Glimcher was married to Hugh Auchincloss, who was the top deputy to Dr. Anthony Fauci, and prior to that was a chief of transplant surgery at Brigham & Women's Hospital, They had three children, Kalah, Hugh and Jake Auchincloss.

She is currently married to Gregory Petsko, Professor of Neurology in the Ann Romney Center for Neurologic Diseases at Harvard Medical School and Brigham and Women's Hospital, who was director of the Rosenstiel Basic Medical Sciences Research Center and chair of biochemistry at Brandeis University prior to moving to Weill Cornell Medicine, where he became director of the Helen and Robert Appel Alzheimer's Disease Research Institute. On October 24, 2023 he was awarded the National Medal of Science by President Joe Biden; the National Medal of Science is the nation’s highest scientific honor.
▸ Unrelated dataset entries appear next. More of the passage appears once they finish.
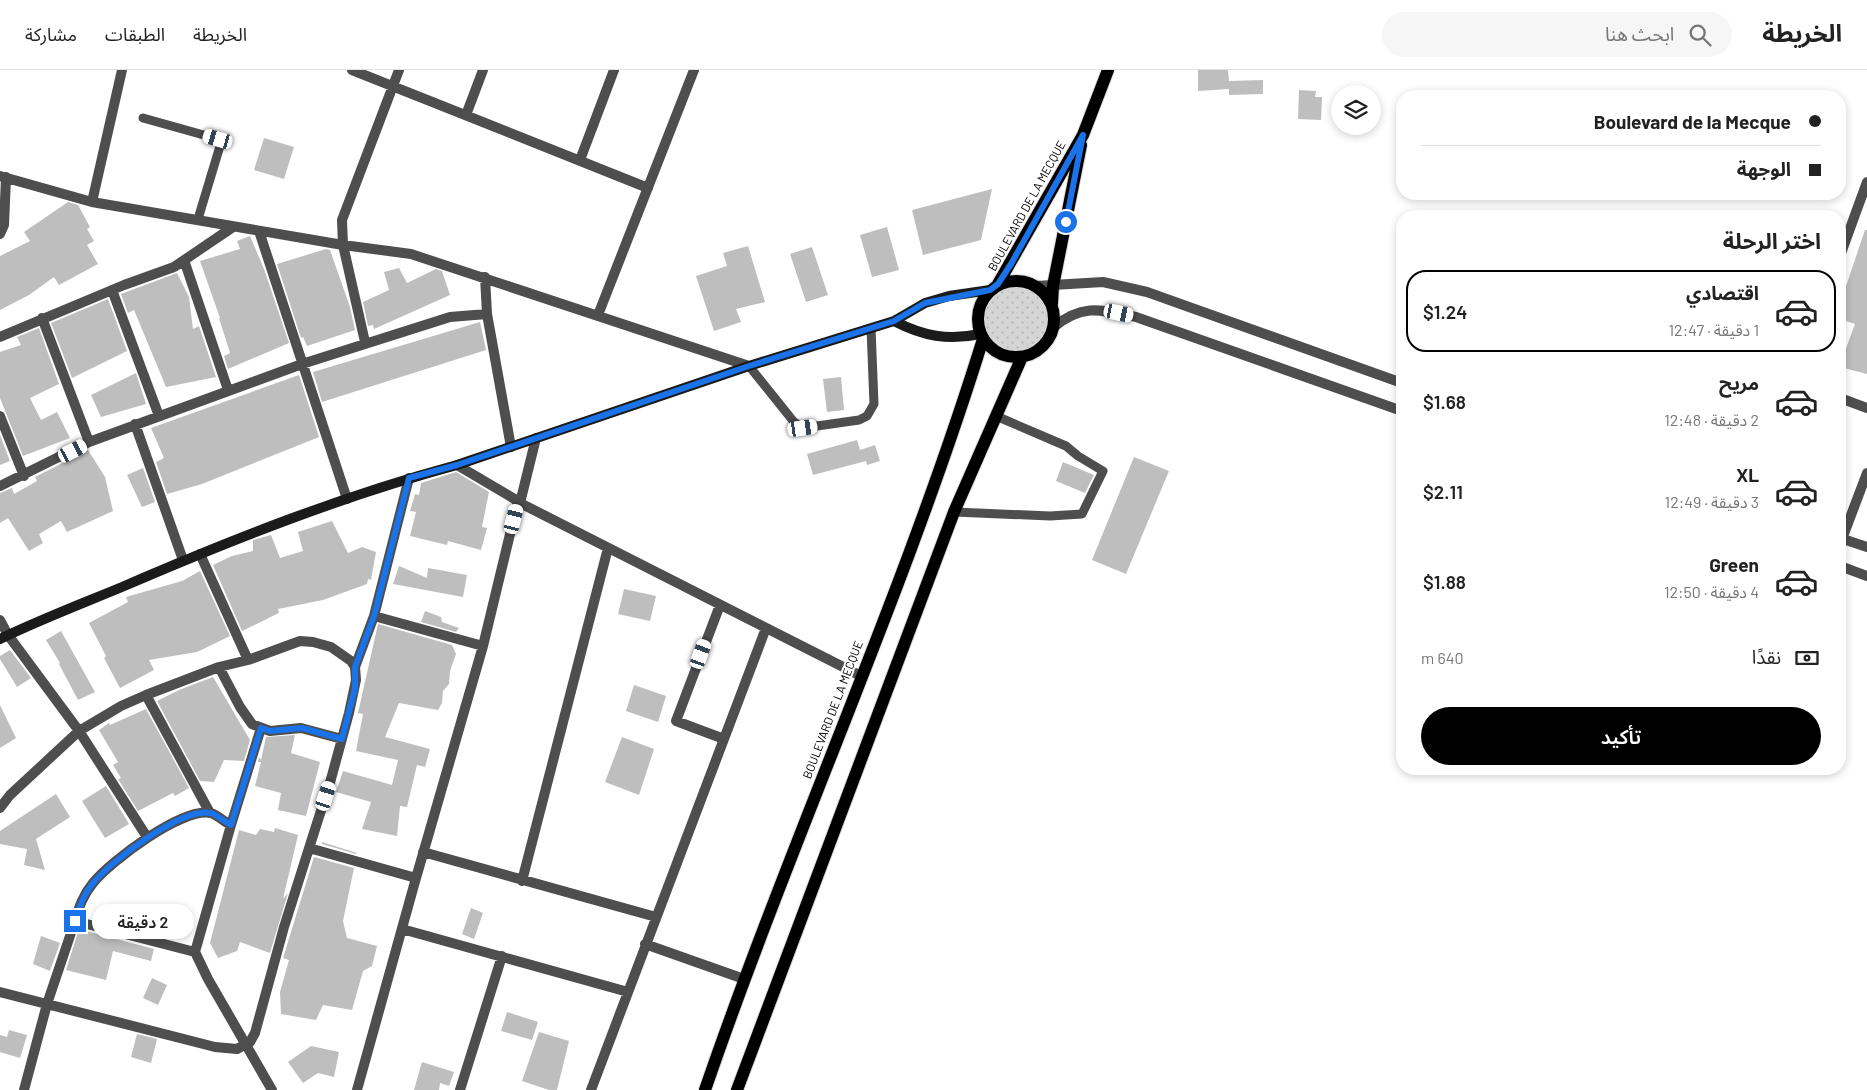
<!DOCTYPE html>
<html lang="ar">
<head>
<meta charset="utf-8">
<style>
	:root { --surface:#fff; --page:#f6f6f6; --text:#222; --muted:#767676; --line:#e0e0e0; --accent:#000 }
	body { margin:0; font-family:Barlow,"Noto Sans Arabic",sans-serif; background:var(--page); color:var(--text); direction:rtl; height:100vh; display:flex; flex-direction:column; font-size:19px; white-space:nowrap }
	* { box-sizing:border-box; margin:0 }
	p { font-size:16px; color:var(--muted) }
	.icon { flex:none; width:28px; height:28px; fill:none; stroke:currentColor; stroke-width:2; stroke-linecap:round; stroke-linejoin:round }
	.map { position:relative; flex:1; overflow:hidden; direction:ltr }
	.sheet { position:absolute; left:1396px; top:140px; width:450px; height:565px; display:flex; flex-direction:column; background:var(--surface); border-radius:20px; box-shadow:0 2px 8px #0003; direction:rtl }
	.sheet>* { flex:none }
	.hud { position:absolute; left:1396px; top:20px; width:450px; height:110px; border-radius:20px; box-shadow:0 2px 8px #0003; direction:rtl; display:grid; align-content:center; height:110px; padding:0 25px; background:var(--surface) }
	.buttons { position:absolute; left:1331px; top:15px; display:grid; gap:10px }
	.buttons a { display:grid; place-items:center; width:50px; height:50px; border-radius:50%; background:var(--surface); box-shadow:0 2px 8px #0003; font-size:25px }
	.end { position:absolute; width:22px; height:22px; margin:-11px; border:6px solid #1a73e8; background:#fff; box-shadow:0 0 0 2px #fff }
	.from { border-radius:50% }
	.bubble { position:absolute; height:35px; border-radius:18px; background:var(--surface); box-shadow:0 2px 8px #0003; font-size:16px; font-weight:600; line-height:35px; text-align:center; direction:rtl }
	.car { position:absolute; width:15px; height:30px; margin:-15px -8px; border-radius:6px; box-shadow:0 0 4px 1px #0007; background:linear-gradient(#fff 24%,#345 0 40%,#fff 0 76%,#345 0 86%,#fff 0) }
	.hud b { display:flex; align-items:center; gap:18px; height:48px; font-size:19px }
	.hud b+b { border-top:1px solid var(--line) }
	.hud i { width:12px; height:12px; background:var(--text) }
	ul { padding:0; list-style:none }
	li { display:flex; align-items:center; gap:15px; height:82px; margin:0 10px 8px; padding:0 15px; border:2px solid transparent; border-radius:20px }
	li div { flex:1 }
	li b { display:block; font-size:19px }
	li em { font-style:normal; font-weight:600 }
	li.active { border-color:var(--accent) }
	li>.icon { width:45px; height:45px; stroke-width:1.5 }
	h2 { padding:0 25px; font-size:22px; line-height:60px }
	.pay { display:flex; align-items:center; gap:12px; height:55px; padding:0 25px; font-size:19px }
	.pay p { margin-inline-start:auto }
	.action { display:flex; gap:10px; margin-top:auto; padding:10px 25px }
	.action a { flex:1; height:58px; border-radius:30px; background:var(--accent); color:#fff; font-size:20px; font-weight:600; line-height:58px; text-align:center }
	header { display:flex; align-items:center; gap:30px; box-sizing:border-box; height:70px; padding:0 25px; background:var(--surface); border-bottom:1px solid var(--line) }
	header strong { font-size:24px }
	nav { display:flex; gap:28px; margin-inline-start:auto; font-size:18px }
	.search { width:350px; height:45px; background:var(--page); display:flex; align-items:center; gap:12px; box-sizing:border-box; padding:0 18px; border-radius:28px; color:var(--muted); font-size:19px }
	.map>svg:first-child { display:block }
	.park { fill:url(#park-dots) }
	.building { fill:#bebebe }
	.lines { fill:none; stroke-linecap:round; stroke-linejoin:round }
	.primary-casing { stroke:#dbdbdb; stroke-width:14 }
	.service { stroke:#4e4e4e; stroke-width:9 }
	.minor { stroke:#4e4e4e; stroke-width:10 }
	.tertiary { stroke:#4e4e4e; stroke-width:10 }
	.secondary { stroke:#1b1b1b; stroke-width:10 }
	.primary { stroke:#000; stroke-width:12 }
	.route { stroke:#1a73e8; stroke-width:6 }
	.labels { text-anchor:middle; stroke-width:4; stroke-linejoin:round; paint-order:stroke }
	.street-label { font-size:12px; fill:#000; stroke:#fff }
</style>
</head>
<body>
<header>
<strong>الخريطة</strong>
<div class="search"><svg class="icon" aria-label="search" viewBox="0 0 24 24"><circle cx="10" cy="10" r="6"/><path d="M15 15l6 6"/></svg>ابحث هنا</div>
<nav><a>الخريطة</a><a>الطبقات</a><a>مشاركة</a></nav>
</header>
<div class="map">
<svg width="1867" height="1020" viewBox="0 0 1867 1020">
	<defs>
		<pattern id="park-dots" width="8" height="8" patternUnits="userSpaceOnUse" patternTransform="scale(1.25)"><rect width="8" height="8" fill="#d5d5d5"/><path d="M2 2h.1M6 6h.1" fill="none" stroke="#b5b5b5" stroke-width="1.8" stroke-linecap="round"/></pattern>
	</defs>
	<rect width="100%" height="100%" fill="#fff"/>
	<path class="park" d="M984 248a33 33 0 1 1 66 0a33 33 0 1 1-66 0Z"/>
	<path class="building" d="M 1198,0 L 1228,0 L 1229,11 L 1263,10 L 1263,24 L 1229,25 L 1229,19 L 1198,21 Z
		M 1299,20 L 1316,21 L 1315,27 L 1322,27 L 1321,50 L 1298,49 Z
		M 264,68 L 294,77 L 284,109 L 254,100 Z
		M 992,119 L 981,170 L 923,185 L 912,140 Z
		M 68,132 L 78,135 L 90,157 L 87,159 L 94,171 L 87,175 L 98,194 L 59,215 L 54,207 L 29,225 L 0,240 L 0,186 L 30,171 L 24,162 Z
		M 887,157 L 899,200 L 872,207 L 860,165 Z
		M 1865,160 L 1867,160 L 1867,304 L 1840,297 L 1840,279 L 1845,281 L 1855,254 L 1840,249 L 1840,234 Z
		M 250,166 L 264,199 L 289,273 L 228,299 L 224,286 L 230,283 L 219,248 L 220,248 L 200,191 L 240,179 L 237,171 Z
		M 748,176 L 765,232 L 736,239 L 741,252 L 714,261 L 696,206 L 727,196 L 723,183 Z
		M 812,177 L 828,225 L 806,232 L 790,184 Z
		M 326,179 L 330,180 L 350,237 L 355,260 L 307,276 L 303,267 L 301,268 L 277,194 Z
		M 399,198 L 407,213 L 436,199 L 442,201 L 450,225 L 374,259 L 373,255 L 368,256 L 363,232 L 389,220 L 384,202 Z
		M 177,203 L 189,227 L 193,259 L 199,256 L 216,307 L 166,317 L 134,240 L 128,243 L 121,224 Z
		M 108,229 L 127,281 L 72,308 L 51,253 Z
		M 480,252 L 486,280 L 322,332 L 313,302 Z
		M 39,258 L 59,314 L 30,328 L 41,350 L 57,342 L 70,368 L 23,386 L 0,328 L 0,282 L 21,275 L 17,267 Z
		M 136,303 L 146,334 L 101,347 L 91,325 Z
		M 299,305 L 319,367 L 202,414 L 167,424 L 156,392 L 164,388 L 151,358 Z
		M 841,307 L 844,340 L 827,342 L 823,309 Z
		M 0,365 L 10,391 L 0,395 Z
		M 857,370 L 860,380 L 875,375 L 880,391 L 867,395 L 866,391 L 813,405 L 807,384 Z
		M 88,380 L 105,407 L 113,441 L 67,462 L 61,451 L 39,464 L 43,473 L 29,481 L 8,448 L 0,453 L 0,423 L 12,418 L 14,424 L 37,411 L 35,407 Z
		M 1134,387 L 1169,401 L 1126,504 L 1092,490 Z
		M 1063,392 L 1094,405 L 1085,423 L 1056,411 Z
		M 143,398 L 155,432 L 142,437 L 127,405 Z
		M 456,402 L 489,422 L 482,457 L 487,458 L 481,480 L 448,471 L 447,475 L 410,466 L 416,442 L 410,441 L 415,424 L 419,425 L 421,413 Z
		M 332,451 L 348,483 L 362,477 L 376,482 L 371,510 L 368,509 L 367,514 L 323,530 L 278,539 L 279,543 L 242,561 L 213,495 L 232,486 L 253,481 L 253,470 L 271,465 L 280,488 L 303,481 L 298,462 Z
		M 399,496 L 427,508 L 428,498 L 467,505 L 463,527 L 393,514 Z
		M 200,501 L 230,566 L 197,582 L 149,590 L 154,600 L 120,618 L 104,588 L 106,586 L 89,553 L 128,532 L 126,527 L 182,511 Z
		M 624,519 L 656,526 L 650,551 L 618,544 Z
		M 425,541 L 441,547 L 442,552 L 459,558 L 456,562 L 421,552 Z
		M 378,554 L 452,575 L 456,584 L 450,601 L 449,614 L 443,621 L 442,633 L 438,640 L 399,633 L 385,667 L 430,679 L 425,697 L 417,695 L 407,737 L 400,736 L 397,766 L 362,759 L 371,732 L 336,722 L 343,701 L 392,715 L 398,690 L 356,681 L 363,644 L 358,643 Z
		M 61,561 L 95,622 L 78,630 L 59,594 L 60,593 L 46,570 Z
		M 10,580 L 31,608 L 17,617 L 0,589 L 0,586 Z
		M 213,607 L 250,670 L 244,691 L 224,690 L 214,712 L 200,711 L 157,631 L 179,620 Z
		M 634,615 L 666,626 L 658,652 L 626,641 Z
		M 0,635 L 16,668 L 0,678 Z
		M 146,639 L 189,718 L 175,726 L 173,723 L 138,741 L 118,709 L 121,708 L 113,695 L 118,692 L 99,660 L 109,653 L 110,655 Z
		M 295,665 L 291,683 L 320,692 L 306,746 L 278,740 L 281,723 L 255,716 L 261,692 L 258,692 L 259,687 L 261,690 L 266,667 Z
		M 622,667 L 654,679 L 639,725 L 605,712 Z
		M 106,716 L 129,754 L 105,768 L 82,731 Z
		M 56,724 L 70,747 L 36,769 L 45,800 L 24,795 L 27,779 L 0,774 L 0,761 Z
		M 275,758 L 298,765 L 283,829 L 288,823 L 270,883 L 240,872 L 237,881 L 218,888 L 210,873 L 239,760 L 256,765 L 260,759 L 274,762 Z
		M 322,772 L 357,783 L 356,784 L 322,774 Z
		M 314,787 L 354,798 L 343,851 L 347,868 L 377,876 L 372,896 L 363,901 L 352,940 L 323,935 L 316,950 L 281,944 L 280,922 L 289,890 L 283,888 Z
		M 471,838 L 483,843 L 474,869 L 462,864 Z
		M 79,859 L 154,879 L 151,891 L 113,881 L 106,910 L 66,900 Z
		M 41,866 L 60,873 L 50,901 L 33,894 Z
		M 152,908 L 167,915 L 158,935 L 143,928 Z
		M 507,942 L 538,952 L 532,970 L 501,961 Z
		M 9,960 L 27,965 L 20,988 L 0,982 L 0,965 L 7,967 Z
		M 539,962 L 569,971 L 557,1020 L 549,1020 L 522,1011 Z
		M 137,964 L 157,969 L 151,993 L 131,987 Z
		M 311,976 L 339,982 L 334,1007 L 318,1003 L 303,1013 L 288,992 Z
		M 422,992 L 454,1002 L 449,1016 L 440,1013 L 439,1020 L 414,1020 Z"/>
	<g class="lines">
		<defs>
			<path id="primary" d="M978 249a38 38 0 1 1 76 0a38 38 0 1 1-76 0Z
				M 998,214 L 1083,65 L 1108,0
				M 1052,234 L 1053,216 L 1081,75
				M 705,1020 C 792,767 904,524 983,269
				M 737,1020 L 954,442 L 1022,287"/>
		</defs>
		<use href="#primary" class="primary-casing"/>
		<path class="service" d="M 143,48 L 218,69 L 220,76 L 198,149
			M 749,296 L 794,352 L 803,358 L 859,350 L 867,346 L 874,334 L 871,258
			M 954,442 L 1050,446 L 1082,444 L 1103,401 L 1078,386 L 1066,376 L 996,346"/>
		<path class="minor" d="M 352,0 L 648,118
			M 466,45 L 483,0
			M 580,90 L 614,0
			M 0,106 L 92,132 L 343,175 L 411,184 L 749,296
			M 92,132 L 122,0
			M 259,161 L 347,429
			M 0,164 L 4,155 L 6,107
			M 1840,186 L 1867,112
			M 184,190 L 228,320
			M 112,220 L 159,346
			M 487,244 L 511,377
			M 598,245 L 694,0
			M 42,248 L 89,372
			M 0,267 L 124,215 L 174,197 L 233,157
			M 365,272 L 343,175 L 342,150 L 399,0
			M 1840,328 L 1867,338
			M 0,346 L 24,406
			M 135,354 L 183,490
			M 457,395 L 518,431
			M 0,416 L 89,372 L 302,294 L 450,247 L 487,244 L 485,207
			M 520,433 L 861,606
			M 1842,469 L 1867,403
			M 200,484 L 248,590
			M 720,535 L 676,651 L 724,669
			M 374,546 L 483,576
			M 0,550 L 8,565 L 79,661 L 147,767
			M 219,597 L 240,637 L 252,654 L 270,661 L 301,658 L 342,669
			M 355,597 L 374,546 L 409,408
			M 146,625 L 210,743
			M 261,658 L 231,755 L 195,882 L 208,909 L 272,1020
			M 0,738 L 10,725 L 79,661 L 121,636 L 146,625 L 219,597 L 248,590 L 300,571 L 313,572 L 331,577 L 351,591 L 355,597 L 356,610 L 349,643 L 331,709 L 284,857 L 255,963 L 250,972 L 237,979 L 215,977 L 0,922
			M 309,778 L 416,808 L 483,576 L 518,431 L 520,433 L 536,368
			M 423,782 L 656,847
			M 522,811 L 608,478
			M 402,859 L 628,922
			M 645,874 L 744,909
			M 195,882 L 75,851 C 79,837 83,825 93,813 C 111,791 182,737 211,743 C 217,745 225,752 231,755
			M 24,1020 L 47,934 L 75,851
			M 357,1020 L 416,808
			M 460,1020 L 502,886
			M 591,1020 L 766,558"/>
		<path class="tertiary" d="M 1036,216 L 1103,212 L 1147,222 L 1402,313
			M 1054,257 C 1083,233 1102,240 1136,247 L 1402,341
			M 1840,468 L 1867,477
			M 1840,496 L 1867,506"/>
		<path class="secondary" d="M 894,251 C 923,266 948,271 980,264
			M 0,569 C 39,550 81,534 122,517 C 231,470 342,426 457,395 L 749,296 L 894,251 L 925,233 L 949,226 L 990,220"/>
		<use href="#primary" class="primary"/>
	</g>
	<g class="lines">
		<path class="route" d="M 75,851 C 80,836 83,825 93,813 C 111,791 182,737 211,743 C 217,745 225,752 231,755 L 261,658 L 270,661 L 302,658 L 342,669 L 355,618 L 355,597 L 374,546 L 409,408 L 457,395 L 749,296 L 894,251 L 925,233 L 990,220 L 998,214 L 1011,194 L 1083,65 L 1066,152"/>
	</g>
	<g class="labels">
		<g class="street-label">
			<text transform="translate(1027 136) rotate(-61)" y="4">BOULEVARD DE LA MECQUE</text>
			<text transform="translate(833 640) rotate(-69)" y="4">BOULEVARD DE LA MECQUE</text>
		</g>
	</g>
</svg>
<div class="buttons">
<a><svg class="icon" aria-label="layers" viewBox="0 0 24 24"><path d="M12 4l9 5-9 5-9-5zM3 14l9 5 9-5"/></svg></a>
</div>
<i class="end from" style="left:1066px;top:152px"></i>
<i class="end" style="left:75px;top:851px"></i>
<div class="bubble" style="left:92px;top:834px;width:102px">2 دقيقة</div>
<i class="car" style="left:218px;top:69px;rotate:286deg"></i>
<i class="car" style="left:1119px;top:243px;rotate:102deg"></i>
<i class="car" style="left:803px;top:358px;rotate:82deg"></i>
<i class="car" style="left:73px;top:381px;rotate:63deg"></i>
<i class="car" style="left:514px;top:449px;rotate:14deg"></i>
<i class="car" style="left:701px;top:584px;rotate:20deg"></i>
<i class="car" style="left:326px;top:726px;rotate:18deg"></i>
<div class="hud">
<b><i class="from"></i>Boulevard de la Mecque</b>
<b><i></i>الوجهة</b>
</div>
<section class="sheet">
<h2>اختر الرحلة</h2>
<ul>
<li class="active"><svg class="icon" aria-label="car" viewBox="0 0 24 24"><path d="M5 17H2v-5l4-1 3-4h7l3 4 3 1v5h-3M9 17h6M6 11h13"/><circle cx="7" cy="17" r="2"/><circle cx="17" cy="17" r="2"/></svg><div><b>اقتصادي</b><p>1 دقيقة · 12:47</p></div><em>$1.24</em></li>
<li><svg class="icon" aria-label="car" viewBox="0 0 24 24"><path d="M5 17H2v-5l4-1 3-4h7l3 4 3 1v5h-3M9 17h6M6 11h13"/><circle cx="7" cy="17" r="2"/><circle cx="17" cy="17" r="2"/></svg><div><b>مريح</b><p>2 دقيقة · 12:48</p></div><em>$1.68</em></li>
<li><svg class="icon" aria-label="car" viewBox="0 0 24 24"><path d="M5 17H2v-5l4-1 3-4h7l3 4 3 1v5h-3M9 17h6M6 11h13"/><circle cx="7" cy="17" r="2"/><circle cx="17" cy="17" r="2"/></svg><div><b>XL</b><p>3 دقيقة · 12:49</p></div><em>$2.11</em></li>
<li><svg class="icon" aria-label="car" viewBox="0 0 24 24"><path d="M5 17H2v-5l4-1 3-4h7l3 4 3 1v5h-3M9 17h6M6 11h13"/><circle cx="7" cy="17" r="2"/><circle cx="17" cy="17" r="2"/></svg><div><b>Green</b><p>4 دقيقة · 12:50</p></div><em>$1.88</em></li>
</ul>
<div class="pay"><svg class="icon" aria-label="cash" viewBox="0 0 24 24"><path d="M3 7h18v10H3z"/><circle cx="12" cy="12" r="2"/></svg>نقدًا<p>640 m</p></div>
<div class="action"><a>تأكيد</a></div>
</section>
</div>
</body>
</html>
Her daughter, Kalah Auchincloss is the Co-Founder and President of Canal Row Advisors, which helps companies navigate the FDA's complexities. Before that she was a senior vice president of regulatory compliance and deputy general counsel for Greenleaf Health and previously was deputy chief of staff for two Food and Drug Administration commissioners. Her eldest son, Hugh Glimcher Auchincloss, is a thoracic surgeon at Massachusetts General Hospital. Her younger son, Jake Auchincloss, is a United State Congressman, the Representative for Massachusetts's 4th Congressional District.